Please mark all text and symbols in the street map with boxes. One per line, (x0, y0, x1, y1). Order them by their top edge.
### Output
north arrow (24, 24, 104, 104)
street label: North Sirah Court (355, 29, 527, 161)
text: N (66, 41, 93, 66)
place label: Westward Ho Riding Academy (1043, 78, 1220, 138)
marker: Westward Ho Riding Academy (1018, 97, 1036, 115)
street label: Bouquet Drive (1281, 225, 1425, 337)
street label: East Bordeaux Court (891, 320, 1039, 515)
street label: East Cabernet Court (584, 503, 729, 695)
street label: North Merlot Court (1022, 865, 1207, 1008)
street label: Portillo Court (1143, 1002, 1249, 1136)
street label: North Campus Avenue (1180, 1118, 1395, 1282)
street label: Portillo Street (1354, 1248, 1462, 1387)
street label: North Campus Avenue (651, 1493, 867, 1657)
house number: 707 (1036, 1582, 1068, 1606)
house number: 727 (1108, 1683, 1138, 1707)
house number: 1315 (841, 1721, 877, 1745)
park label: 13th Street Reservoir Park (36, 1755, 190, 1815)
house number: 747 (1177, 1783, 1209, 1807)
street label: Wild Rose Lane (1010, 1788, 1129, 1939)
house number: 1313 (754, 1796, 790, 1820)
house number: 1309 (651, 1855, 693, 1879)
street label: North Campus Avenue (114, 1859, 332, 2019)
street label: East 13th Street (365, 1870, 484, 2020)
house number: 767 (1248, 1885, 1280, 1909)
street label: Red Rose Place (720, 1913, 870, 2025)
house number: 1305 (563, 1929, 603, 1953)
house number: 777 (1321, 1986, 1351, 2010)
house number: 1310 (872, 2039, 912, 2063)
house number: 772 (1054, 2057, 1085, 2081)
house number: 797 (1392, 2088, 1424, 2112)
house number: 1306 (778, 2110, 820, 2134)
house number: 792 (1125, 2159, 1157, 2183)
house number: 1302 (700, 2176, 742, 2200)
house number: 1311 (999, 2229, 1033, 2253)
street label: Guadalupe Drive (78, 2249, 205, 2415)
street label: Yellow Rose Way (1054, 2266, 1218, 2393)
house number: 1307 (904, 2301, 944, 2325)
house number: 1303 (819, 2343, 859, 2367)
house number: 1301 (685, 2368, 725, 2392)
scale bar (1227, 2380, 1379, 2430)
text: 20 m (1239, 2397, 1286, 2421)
####
» **Try it**: Look through the entries and find each line that has the string "Drive". Copy those lines.

» **Answer for the task**:
street label: Bouquet Drive (1281, 225, 1425, 337)
street label: Guadalupe Drive (78, 2249, 205, 2415)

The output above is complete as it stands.